The ultimate method for R-peak detection?

DominiqueMakowski commented 4 years ago

There are many many R-peaks detection methods and algorithms with no clear guidelines on which one to use / which one is the best etc. It is likely that they all have some strengths and weaknesses.

For some reason, I woke with this idea in mind: what if we found a way of combining all these methods of R-peak detection. The tricky part is that methods return peak indices, which combination into a probabilistic statement is not straightforward.

So I thought, why not consider each peak detection by a method as the peak of a (probability) distribution, like a normal curve which width would be approximately covering a QRS segment. If we convolve each peak with this normal distribution, we then have some sort of continuous pseudo-probabilistic signal. We can then combine the results from all the methods by summing them.

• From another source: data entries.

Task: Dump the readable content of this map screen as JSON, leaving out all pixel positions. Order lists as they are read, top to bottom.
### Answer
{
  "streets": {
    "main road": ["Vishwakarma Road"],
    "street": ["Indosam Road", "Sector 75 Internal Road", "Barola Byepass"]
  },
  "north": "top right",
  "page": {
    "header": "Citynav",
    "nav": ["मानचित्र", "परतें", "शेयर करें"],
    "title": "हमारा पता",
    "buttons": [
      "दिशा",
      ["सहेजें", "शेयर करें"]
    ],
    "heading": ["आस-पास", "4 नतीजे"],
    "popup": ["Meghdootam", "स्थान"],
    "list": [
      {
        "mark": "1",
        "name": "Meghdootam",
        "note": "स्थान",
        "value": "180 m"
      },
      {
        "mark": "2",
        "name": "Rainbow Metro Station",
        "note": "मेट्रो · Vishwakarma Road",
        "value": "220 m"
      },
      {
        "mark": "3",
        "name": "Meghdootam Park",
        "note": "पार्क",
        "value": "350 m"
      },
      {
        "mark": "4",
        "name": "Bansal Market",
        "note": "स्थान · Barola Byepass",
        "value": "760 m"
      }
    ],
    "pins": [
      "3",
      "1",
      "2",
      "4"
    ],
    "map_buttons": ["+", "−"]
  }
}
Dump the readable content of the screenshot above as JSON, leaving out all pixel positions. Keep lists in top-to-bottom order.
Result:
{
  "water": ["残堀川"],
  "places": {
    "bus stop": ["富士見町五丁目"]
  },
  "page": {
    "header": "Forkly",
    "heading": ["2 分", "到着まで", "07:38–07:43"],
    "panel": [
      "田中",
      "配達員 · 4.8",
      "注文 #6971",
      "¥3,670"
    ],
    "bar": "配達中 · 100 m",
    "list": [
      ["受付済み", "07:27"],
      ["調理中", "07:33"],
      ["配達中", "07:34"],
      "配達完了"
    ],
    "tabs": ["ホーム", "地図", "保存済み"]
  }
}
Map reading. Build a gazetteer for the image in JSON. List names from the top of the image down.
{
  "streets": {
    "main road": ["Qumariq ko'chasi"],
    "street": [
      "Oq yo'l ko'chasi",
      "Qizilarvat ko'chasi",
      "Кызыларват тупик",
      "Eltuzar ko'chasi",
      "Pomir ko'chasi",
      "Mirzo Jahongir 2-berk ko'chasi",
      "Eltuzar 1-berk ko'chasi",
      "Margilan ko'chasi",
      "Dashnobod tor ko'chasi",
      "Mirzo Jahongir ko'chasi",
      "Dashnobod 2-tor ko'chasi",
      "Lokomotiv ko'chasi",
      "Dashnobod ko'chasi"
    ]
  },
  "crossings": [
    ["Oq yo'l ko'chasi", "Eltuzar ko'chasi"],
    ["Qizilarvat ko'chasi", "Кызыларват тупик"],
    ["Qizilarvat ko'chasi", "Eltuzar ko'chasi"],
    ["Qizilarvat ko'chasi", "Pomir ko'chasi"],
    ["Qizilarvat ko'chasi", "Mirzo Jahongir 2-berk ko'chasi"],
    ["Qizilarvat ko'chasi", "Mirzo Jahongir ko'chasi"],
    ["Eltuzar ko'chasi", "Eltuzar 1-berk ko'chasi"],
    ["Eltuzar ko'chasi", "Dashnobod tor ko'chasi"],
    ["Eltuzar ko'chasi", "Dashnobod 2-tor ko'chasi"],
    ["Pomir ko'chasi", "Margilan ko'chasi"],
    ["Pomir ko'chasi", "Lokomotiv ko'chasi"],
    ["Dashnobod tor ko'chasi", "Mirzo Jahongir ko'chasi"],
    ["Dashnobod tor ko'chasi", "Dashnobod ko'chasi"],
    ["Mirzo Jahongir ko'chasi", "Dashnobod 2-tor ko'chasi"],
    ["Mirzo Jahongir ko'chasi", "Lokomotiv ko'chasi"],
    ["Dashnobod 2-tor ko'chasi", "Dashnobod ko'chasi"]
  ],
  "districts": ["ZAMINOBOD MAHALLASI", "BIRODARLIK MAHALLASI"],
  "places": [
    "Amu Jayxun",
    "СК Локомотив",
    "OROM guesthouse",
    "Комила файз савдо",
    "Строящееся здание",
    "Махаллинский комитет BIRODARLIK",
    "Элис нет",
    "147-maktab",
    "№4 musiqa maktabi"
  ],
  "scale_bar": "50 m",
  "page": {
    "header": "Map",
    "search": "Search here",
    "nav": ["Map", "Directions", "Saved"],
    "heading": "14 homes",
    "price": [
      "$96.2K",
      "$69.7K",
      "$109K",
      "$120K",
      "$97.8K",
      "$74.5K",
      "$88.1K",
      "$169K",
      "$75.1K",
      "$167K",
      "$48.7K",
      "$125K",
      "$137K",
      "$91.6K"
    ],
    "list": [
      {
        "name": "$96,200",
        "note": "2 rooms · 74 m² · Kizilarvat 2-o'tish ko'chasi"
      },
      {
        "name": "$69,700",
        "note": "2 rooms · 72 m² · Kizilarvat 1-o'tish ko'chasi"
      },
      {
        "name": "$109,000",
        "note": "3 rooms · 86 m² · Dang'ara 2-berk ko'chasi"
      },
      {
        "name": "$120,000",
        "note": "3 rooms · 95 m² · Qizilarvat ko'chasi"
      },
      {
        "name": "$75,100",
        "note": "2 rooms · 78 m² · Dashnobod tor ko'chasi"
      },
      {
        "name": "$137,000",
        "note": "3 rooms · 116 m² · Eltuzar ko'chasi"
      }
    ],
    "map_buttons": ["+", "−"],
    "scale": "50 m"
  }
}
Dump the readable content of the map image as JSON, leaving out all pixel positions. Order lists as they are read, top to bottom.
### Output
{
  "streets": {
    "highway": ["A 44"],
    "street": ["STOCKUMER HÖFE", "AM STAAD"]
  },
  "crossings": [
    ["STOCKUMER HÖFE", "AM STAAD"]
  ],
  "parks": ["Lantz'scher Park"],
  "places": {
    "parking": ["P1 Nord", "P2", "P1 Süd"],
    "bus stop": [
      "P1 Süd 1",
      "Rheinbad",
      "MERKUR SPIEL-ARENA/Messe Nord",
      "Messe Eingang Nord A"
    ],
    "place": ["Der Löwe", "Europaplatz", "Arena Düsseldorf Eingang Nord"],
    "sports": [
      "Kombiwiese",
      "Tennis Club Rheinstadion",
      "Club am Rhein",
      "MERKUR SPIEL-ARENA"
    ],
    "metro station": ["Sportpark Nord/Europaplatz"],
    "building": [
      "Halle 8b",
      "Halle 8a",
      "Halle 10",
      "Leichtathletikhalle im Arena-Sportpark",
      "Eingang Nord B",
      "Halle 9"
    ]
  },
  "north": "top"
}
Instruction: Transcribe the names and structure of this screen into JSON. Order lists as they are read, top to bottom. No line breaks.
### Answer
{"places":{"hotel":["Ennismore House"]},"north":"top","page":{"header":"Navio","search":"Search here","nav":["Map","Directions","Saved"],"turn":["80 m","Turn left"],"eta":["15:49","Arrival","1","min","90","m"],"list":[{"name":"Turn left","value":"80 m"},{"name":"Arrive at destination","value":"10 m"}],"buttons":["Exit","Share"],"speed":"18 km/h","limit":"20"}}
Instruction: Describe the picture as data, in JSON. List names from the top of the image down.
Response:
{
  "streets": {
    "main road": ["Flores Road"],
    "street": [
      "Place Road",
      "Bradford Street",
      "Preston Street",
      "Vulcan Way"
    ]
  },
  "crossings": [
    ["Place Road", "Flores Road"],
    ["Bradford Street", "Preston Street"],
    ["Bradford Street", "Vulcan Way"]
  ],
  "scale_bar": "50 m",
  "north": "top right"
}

Once we have the combination of these convolved peaks, we can select its peaks as the most probable peaks. I added a first draft here. Here's how it looks like:

import neurokit2 as nk

ecg = nk.ecg_simulate(duration=10, sampling_rate=500)
ecg = nk.signal_distort(ecg,
                                     sampling_rate=500,
                                     noise_amplitude=0.2, noise_frequency=[25, 50],
                                     artifacts_amplitude=0.2, artifacts_frequency=50)
nk.ecg_findpeaks(ecg, sampling_rate=1000, method="promac", show=True)

Figure_1

Does that make sense to you? could it be improved? Or is it a bad idea?

@JanCBrammer @TiagoTostas

JanCBrammer commented 4 years ago

Interesting. This is conceptually similar to ensemble learning in predictive modelling.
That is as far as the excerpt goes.